Whenever a line of the records below contains the word "major", copy that line.

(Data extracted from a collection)
- Opening Delimiter -

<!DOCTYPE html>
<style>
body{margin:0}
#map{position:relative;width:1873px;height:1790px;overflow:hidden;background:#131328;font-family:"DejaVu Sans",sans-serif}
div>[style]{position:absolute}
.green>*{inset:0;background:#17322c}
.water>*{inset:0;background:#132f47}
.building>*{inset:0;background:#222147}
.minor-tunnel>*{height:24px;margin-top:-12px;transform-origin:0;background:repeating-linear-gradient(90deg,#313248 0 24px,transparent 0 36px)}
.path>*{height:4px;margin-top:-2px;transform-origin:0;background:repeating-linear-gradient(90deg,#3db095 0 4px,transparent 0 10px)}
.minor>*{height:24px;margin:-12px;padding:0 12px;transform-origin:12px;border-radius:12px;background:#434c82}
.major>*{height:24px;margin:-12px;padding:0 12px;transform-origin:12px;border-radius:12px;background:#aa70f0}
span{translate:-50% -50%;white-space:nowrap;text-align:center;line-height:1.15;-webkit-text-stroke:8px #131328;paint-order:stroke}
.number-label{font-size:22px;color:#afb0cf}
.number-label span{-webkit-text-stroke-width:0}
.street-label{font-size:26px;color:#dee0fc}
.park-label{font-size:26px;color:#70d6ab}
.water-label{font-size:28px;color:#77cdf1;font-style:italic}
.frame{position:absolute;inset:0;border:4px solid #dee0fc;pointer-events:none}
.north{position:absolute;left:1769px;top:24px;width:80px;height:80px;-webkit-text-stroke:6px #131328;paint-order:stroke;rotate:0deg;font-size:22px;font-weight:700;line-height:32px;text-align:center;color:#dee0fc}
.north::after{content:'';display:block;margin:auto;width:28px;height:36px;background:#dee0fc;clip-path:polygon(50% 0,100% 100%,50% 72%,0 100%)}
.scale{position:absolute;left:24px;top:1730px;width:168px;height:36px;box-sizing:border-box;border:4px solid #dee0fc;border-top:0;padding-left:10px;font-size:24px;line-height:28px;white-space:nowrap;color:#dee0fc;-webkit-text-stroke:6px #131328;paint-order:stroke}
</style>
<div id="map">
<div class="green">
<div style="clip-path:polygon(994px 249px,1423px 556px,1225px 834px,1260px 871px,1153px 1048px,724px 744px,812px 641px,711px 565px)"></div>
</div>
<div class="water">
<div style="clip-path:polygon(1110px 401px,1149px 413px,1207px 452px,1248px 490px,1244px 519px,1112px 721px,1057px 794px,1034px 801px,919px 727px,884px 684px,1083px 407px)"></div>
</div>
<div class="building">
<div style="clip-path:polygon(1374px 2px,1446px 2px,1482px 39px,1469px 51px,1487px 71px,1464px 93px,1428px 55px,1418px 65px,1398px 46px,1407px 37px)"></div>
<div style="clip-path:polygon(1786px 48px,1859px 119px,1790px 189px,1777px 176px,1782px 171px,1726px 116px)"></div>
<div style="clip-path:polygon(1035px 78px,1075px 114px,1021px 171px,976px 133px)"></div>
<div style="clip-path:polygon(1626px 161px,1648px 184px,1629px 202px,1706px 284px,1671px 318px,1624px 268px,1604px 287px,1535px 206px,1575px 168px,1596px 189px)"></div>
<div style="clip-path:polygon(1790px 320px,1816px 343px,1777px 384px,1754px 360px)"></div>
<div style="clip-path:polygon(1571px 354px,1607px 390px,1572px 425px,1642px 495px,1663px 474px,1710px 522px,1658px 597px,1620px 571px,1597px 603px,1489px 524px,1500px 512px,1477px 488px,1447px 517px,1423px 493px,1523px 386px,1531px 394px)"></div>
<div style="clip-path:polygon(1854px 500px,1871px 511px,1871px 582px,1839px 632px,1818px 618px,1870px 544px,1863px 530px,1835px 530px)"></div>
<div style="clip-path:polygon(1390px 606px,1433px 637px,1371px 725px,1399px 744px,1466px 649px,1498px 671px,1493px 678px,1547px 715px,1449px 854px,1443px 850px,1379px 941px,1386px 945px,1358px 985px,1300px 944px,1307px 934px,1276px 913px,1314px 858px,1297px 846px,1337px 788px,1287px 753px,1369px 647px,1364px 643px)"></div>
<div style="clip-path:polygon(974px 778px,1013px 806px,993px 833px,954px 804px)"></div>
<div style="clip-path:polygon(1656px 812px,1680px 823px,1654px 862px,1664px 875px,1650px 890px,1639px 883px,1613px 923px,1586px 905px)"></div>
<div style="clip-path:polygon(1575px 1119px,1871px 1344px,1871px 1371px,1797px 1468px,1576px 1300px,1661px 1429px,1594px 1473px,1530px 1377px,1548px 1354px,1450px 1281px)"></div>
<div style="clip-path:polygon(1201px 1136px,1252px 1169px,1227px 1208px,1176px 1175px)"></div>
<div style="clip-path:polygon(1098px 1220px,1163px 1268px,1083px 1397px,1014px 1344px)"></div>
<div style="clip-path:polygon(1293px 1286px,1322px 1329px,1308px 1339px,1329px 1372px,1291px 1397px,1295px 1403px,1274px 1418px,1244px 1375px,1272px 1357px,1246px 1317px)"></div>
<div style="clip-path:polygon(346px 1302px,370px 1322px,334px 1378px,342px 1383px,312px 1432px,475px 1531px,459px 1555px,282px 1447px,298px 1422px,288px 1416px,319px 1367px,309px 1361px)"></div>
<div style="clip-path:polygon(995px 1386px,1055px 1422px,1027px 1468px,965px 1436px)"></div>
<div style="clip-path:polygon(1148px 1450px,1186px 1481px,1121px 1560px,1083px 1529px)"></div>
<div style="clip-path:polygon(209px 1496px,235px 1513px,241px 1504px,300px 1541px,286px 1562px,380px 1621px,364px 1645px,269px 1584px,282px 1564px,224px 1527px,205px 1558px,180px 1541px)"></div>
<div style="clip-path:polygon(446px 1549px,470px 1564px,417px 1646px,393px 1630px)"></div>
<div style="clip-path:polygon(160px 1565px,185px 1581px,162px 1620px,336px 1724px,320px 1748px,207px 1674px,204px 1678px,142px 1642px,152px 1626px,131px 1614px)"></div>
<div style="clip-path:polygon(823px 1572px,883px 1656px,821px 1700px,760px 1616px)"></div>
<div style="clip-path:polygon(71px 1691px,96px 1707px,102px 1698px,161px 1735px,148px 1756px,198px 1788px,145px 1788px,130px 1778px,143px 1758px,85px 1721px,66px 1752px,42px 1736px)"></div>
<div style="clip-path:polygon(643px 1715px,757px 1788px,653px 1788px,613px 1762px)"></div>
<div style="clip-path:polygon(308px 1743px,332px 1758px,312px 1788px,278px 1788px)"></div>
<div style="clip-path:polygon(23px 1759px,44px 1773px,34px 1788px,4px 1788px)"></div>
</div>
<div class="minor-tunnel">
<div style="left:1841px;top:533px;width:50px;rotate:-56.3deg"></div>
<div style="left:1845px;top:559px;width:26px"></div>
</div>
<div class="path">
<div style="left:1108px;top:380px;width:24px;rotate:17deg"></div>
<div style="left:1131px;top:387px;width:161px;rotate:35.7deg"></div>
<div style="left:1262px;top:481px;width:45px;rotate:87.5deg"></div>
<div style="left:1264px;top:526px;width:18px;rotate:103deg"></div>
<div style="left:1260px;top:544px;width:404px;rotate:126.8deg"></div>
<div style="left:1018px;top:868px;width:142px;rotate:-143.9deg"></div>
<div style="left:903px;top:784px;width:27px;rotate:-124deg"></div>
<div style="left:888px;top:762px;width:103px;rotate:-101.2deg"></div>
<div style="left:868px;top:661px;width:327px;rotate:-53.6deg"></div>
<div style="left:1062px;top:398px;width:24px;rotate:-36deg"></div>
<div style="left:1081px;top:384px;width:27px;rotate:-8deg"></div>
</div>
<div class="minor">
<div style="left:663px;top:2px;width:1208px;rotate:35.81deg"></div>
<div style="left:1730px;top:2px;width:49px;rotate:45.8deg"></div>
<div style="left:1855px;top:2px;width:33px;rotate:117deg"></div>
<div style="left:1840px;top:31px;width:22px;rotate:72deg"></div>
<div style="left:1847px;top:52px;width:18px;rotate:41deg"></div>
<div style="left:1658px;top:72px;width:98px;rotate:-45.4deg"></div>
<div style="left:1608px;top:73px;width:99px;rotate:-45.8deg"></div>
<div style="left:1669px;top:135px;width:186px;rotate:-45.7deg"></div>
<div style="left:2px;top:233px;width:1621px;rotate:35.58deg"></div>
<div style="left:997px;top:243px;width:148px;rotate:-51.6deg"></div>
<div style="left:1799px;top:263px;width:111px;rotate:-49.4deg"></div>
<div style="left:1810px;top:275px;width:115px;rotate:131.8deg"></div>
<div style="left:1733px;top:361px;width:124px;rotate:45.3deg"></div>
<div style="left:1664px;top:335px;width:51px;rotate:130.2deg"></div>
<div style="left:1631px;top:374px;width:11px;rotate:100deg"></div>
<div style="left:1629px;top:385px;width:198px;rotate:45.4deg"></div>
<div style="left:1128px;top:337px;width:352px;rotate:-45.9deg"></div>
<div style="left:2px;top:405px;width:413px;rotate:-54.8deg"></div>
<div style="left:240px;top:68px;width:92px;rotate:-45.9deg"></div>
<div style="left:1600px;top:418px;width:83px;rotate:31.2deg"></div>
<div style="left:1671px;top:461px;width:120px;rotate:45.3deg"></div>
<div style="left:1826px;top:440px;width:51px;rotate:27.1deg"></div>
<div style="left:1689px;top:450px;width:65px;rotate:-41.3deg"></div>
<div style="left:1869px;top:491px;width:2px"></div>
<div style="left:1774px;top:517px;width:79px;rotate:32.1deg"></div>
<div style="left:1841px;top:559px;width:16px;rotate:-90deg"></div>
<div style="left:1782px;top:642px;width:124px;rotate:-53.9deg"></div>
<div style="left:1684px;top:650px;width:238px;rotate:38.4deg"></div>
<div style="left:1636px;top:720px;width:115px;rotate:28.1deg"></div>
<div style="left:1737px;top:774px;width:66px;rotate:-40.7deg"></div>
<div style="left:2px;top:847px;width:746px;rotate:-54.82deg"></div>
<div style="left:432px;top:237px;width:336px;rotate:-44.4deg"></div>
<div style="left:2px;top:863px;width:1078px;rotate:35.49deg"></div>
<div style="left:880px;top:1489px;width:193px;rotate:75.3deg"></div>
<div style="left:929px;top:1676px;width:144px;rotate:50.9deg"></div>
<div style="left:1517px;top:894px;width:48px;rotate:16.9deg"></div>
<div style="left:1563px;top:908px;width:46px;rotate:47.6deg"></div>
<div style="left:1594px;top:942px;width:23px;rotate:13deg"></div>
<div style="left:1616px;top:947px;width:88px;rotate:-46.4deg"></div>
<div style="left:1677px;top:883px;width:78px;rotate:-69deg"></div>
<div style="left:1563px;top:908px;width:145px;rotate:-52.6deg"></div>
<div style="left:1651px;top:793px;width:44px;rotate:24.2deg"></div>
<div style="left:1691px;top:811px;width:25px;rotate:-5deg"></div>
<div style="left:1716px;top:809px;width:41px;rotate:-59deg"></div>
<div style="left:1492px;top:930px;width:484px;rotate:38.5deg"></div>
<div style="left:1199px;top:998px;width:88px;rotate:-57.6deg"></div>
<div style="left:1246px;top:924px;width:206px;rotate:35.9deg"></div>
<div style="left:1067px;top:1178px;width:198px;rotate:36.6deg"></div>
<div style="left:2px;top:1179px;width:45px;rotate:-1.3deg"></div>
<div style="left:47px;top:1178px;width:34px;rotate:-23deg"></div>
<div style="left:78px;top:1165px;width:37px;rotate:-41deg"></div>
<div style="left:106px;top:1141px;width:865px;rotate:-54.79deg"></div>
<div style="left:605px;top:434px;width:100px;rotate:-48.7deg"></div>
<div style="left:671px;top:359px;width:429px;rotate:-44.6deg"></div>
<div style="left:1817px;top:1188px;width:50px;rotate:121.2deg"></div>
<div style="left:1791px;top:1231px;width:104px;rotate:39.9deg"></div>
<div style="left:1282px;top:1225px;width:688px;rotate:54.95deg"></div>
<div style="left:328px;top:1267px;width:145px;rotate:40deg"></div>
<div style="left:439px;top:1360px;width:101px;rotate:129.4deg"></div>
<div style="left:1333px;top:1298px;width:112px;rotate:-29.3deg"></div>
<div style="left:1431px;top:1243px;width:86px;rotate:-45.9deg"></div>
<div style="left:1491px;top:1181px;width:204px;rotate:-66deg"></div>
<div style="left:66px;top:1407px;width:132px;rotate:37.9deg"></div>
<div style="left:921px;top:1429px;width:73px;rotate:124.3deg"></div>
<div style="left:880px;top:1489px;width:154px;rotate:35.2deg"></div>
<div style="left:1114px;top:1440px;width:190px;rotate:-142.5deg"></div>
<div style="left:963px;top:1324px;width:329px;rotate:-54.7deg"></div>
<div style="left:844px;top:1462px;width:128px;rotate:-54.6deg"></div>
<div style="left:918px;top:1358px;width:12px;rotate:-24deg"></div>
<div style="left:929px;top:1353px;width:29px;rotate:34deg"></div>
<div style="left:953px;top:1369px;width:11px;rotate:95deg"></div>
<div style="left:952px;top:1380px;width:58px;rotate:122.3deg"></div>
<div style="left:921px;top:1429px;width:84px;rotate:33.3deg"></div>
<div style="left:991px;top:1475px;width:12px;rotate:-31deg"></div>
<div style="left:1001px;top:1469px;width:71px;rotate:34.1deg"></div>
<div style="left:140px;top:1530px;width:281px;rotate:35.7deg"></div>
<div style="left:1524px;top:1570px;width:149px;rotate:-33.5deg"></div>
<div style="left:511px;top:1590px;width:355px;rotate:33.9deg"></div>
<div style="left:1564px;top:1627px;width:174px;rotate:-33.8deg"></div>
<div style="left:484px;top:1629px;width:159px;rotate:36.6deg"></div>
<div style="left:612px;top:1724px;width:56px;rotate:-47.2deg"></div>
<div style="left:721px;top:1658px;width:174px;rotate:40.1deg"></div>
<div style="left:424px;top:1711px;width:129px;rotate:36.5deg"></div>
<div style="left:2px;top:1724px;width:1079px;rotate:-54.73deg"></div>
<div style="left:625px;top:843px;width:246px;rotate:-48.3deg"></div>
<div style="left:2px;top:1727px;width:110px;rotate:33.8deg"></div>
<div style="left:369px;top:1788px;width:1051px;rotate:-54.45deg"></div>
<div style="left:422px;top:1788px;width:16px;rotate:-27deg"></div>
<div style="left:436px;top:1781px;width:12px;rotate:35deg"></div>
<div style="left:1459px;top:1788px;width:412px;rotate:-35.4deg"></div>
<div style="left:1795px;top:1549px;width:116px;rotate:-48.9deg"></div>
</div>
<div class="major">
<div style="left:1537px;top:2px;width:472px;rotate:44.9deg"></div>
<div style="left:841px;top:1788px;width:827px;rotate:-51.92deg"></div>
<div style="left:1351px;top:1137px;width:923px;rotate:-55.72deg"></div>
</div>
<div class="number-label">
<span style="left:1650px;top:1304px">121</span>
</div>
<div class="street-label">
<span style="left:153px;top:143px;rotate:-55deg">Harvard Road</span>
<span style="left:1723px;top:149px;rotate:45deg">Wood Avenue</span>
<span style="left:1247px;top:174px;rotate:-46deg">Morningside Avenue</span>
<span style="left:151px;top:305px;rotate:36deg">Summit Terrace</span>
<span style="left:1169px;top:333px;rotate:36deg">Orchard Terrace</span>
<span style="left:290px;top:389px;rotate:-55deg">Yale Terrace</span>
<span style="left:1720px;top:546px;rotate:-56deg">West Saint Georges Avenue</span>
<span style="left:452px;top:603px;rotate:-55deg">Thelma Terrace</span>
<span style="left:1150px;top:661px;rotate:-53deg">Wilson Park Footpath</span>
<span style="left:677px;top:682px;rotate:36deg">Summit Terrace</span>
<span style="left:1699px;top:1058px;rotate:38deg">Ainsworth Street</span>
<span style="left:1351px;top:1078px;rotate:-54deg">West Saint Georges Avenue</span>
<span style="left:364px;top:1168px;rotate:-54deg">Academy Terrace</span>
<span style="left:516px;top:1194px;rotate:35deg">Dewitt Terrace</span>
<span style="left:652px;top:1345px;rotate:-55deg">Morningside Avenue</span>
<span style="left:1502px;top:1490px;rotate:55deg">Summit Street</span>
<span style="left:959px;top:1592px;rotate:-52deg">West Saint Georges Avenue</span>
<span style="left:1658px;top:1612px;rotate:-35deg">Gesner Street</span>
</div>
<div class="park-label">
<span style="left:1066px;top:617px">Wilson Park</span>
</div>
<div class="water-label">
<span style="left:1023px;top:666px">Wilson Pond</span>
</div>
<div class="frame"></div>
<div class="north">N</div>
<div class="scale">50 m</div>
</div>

- Closing Delimiter -

• ANSWER SPACE:
.major>*{height:24px;margin:-12px;padding:0 12px;transform-origin:12px;border-radius:12px;background:#aa70f0}
<div class="major">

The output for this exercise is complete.